Os grupos militantes palestinos dizem que pretendem cooperar com o recém-eleito presidente da Autoridade Palestina, Mahmoud Abbas, mas que não vão abrir mão da luta armada contra Israel.
- Vamos trabalhar com Mahmoud Abbas, num período delicado que está por vir - disse o porta-voz do Hamas Mushir al-Masri.
Ele acrescentou, porém, que qualquer tentativa do novo líder de promover uma trégua na intifada depende do fim das ações militares israelenses.
- Vamos continuar no caminho da resistência e da jihad (guerra santa). Não falaremos em cessar-fogo enquanto cresce a violência de Israel.
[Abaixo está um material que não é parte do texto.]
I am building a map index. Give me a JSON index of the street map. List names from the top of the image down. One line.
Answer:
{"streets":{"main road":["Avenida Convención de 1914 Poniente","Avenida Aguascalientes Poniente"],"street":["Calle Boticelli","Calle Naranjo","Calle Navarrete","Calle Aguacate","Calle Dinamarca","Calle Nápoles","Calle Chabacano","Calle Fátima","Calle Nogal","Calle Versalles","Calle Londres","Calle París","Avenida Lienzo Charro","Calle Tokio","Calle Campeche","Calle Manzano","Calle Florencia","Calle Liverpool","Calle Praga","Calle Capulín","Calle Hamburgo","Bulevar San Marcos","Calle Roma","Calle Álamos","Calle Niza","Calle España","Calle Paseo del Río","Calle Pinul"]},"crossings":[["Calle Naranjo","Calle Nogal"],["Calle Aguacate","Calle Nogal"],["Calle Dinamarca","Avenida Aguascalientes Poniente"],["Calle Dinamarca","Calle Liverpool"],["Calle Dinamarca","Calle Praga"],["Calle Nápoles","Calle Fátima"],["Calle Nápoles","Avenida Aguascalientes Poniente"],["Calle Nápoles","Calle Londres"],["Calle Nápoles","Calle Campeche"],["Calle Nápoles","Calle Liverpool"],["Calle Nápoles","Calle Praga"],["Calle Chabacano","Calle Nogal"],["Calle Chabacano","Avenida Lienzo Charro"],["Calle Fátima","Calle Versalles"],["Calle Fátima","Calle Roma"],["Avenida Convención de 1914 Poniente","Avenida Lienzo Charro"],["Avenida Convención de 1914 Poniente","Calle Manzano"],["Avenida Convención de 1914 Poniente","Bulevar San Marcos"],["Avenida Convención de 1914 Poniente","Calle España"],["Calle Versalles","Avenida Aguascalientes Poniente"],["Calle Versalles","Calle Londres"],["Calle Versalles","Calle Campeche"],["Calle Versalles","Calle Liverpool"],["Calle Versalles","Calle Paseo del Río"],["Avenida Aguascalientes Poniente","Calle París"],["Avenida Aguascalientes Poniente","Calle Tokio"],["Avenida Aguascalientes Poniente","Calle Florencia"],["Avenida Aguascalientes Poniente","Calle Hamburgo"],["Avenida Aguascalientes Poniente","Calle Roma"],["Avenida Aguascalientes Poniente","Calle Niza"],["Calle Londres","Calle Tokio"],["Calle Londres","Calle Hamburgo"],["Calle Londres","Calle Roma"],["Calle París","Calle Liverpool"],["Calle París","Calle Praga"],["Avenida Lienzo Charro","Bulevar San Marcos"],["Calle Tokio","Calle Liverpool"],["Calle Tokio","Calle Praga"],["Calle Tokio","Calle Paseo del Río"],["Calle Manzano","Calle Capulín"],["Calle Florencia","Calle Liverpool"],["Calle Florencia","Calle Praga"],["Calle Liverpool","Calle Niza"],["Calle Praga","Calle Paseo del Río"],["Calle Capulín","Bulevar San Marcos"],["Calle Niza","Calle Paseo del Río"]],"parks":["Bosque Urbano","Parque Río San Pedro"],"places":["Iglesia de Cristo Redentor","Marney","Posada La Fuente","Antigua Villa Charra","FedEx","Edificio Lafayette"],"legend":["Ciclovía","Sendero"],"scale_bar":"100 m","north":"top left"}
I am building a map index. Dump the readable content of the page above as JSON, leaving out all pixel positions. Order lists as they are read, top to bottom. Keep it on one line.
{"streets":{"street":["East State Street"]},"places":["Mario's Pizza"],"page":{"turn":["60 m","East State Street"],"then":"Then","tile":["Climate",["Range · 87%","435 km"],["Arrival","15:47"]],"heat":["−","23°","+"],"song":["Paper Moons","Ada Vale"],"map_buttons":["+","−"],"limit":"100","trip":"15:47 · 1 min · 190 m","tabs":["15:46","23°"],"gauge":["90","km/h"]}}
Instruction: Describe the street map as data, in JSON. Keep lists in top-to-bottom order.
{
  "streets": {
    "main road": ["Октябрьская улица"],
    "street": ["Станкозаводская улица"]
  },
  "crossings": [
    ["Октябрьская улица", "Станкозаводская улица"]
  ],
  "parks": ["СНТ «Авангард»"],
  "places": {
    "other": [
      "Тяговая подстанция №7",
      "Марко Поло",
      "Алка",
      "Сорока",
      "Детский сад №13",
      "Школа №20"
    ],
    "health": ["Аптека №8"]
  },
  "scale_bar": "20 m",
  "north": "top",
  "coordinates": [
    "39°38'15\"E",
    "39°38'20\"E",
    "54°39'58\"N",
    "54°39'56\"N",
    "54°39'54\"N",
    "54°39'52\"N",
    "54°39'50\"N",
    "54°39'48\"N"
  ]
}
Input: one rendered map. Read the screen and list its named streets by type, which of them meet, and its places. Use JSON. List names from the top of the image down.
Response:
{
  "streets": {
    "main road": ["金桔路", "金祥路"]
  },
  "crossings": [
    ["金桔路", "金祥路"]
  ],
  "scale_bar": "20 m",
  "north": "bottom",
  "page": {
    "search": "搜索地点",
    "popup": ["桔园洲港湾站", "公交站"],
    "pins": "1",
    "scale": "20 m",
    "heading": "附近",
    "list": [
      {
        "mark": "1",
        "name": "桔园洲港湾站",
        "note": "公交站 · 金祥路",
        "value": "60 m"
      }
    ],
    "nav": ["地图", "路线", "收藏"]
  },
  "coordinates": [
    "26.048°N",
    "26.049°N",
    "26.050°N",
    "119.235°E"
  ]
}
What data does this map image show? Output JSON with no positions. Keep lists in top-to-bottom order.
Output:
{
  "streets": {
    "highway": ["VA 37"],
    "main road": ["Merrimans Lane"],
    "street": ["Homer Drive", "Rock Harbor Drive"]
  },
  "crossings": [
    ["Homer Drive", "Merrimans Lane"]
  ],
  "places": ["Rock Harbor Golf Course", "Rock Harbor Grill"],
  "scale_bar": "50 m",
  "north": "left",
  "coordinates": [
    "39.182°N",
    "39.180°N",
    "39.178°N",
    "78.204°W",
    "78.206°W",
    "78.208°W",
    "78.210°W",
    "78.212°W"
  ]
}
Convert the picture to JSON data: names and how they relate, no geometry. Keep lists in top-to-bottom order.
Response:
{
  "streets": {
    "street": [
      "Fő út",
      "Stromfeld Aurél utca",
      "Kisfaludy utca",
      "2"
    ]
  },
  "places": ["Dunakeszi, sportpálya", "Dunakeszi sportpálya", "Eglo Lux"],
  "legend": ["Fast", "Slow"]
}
Continuaremos os ataques com foguetes Qassam, disparando e resistindo - afirmou Al-Masri.
Telefonema
O principal líder do Hamas na Cisjordânia, Hassan Youssef, telefonou ao presidente eleito para felicitá-lo pela vitória.
- Nós respeitamos a escolha do povo palestino, mas não devemos esquecer que ele obteve apenas (cerca de) 65% dos votos e que apenas (cerca de) 60% dos que têm direito a voto participaram da eleição - afirmou.
Segundo ele, "esse números mostram o tamanho do Hamas e o apoio à sua decisão de boicotar a eleição".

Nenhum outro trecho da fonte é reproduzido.